## [The records]
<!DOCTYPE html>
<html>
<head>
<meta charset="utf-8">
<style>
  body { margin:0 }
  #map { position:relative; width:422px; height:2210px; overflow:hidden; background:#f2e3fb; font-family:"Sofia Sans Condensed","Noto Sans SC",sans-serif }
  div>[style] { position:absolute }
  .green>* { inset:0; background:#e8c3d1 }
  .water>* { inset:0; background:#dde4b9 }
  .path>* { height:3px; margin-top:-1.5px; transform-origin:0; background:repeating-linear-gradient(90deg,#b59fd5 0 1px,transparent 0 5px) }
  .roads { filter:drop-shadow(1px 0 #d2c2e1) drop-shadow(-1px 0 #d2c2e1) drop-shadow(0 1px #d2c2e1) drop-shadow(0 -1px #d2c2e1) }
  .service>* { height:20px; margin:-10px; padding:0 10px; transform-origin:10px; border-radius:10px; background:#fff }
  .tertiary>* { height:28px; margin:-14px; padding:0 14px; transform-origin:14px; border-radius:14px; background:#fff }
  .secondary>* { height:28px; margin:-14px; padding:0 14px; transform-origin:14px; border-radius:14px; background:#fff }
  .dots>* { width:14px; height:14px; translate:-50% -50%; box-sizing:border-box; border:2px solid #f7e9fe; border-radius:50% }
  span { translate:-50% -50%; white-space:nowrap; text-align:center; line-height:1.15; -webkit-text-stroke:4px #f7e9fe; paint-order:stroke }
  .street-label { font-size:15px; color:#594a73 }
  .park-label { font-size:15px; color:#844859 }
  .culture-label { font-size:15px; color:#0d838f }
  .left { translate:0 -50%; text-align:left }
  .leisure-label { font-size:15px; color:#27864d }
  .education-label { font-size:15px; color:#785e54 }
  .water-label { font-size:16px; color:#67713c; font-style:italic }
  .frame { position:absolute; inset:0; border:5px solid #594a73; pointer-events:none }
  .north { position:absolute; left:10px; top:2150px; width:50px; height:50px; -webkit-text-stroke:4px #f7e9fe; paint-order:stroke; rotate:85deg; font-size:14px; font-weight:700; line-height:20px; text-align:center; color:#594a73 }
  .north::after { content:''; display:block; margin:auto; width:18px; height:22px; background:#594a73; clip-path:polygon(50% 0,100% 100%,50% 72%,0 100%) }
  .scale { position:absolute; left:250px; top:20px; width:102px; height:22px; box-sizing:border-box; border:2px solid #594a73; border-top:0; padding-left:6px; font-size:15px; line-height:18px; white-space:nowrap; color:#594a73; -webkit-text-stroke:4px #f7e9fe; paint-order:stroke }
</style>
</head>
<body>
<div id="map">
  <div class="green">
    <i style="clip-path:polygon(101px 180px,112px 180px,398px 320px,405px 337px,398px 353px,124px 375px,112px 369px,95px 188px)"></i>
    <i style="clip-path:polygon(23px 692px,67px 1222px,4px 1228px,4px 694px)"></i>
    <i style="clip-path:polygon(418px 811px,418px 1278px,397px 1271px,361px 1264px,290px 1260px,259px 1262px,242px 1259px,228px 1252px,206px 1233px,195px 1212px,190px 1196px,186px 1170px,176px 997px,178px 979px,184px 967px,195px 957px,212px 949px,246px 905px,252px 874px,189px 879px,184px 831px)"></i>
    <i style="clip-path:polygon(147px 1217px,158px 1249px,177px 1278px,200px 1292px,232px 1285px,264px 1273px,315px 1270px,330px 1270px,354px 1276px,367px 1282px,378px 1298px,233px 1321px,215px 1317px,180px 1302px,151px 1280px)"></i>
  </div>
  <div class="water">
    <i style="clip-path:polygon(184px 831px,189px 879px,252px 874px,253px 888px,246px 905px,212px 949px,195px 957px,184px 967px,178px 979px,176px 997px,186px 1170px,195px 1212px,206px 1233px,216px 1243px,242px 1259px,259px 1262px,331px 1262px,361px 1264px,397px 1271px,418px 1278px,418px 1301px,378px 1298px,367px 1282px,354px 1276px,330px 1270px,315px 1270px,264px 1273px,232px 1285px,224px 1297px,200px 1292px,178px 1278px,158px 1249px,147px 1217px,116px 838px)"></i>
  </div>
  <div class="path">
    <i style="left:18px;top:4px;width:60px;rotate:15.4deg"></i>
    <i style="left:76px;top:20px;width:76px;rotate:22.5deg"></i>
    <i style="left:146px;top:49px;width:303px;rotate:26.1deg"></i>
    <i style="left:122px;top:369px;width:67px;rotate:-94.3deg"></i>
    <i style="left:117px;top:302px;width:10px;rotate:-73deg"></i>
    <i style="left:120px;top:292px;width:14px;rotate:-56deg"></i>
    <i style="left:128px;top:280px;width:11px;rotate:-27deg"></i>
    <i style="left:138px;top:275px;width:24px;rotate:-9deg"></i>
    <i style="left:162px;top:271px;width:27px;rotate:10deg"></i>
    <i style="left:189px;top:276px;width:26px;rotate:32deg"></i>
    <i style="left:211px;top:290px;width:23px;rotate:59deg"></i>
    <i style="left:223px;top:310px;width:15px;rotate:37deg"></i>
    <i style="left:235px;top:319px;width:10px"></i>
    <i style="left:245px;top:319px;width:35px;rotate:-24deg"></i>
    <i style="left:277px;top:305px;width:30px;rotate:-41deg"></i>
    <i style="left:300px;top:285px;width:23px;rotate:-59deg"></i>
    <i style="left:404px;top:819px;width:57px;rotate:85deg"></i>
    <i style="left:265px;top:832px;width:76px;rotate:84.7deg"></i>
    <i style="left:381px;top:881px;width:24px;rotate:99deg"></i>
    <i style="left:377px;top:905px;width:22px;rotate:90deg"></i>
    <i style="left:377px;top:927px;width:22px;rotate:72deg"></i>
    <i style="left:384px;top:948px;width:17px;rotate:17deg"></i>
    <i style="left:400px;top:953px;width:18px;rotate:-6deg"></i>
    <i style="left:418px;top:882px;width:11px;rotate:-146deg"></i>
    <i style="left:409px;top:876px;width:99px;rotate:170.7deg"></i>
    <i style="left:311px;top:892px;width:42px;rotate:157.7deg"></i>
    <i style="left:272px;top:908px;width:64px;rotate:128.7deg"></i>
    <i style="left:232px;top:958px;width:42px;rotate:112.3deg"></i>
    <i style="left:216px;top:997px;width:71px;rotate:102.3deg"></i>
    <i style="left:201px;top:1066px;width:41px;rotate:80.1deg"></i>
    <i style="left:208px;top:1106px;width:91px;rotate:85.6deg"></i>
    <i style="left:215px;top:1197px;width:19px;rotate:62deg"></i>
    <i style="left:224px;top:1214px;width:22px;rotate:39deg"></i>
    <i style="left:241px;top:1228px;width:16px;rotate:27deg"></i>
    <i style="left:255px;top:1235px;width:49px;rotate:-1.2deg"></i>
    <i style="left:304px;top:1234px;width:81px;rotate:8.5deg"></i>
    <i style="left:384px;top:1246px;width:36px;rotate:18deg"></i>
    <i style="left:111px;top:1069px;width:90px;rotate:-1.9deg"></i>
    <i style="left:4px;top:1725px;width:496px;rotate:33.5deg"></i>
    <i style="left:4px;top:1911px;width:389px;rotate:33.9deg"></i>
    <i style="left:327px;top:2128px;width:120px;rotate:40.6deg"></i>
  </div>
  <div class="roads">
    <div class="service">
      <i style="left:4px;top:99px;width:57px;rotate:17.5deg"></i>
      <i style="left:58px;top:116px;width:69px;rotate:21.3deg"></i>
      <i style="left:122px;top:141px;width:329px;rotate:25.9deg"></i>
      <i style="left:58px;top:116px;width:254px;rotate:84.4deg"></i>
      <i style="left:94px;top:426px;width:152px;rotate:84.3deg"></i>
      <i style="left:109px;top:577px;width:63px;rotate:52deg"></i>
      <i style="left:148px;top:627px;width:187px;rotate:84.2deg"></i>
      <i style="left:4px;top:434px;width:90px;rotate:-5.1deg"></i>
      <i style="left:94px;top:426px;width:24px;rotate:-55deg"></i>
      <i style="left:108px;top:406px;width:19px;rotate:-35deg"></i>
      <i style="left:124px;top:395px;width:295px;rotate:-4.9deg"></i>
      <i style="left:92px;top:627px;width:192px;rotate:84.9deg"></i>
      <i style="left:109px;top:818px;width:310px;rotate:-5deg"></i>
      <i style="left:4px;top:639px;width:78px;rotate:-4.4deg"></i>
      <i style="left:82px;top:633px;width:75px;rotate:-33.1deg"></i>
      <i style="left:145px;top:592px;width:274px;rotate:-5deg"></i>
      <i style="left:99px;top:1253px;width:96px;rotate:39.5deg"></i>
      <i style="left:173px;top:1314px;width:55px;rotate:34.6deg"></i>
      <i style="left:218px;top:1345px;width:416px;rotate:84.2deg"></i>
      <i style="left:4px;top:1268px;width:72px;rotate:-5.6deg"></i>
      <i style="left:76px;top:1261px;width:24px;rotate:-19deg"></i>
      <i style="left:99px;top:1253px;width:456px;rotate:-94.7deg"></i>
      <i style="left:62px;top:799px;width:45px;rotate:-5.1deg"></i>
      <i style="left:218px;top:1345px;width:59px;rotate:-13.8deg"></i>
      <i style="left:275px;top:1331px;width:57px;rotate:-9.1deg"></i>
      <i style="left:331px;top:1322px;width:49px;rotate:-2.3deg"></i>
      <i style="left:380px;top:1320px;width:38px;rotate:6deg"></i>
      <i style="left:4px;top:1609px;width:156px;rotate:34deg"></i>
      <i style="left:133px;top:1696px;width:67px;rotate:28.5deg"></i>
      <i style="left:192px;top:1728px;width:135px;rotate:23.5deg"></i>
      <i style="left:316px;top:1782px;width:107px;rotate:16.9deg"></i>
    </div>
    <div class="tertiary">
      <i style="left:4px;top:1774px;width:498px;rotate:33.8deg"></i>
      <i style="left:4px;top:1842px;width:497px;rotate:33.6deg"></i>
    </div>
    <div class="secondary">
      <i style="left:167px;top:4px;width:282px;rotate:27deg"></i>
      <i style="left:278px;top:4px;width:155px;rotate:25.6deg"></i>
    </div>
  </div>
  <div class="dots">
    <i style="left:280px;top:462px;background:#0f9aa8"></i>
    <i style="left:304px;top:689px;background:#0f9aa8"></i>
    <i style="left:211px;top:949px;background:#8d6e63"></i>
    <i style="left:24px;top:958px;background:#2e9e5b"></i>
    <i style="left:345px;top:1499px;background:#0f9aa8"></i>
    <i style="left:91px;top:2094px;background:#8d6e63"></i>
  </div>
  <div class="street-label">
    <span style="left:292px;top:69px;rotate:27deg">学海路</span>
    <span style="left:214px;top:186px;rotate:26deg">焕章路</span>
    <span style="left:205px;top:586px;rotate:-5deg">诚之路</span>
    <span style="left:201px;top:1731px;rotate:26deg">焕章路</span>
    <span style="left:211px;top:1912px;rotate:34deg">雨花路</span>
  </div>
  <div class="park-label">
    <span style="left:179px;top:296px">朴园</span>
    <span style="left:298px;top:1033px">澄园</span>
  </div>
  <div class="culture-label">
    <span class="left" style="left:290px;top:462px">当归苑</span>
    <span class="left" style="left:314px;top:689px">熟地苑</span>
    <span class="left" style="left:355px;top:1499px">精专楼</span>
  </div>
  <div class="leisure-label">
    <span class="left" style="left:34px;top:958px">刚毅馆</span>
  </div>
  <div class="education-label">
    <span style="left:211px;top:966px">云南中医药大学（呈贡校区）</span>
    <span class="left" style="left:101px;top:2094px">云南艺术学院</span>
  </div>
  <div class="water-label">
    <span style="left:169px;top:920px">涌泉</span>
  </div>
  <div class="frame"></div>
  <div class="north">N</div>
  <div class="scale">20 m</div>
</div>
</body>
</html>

## [What you have to do]
Copy range, inclusive: the line holding "height:20px; margin:-10px; padding:0" to the line holding "width:14px; height:14px; translate:-50%". Reproduce exactly those lines of the records above and no others.

## [Output below]
  .service>* { height:20px; margin:-10px; padding:0 10px; transform-origin:10px; border-radius:10px; background:#fff }
  .tertiary>* { height:28px; margin:-14px; padding:0 14px; transform-origin:14px; border-radius:14px; background:#fff }
  .secondary>* { height:28px; margin:-14px; padding:0 14px; transform-origin:14px; border-radius:14px; background:#fff }
  .dots>* { width:14px; height:14px; translate:-50% -50%; box-sizing:border-box; border:2px solid #f7e9fe; border-radius:50% }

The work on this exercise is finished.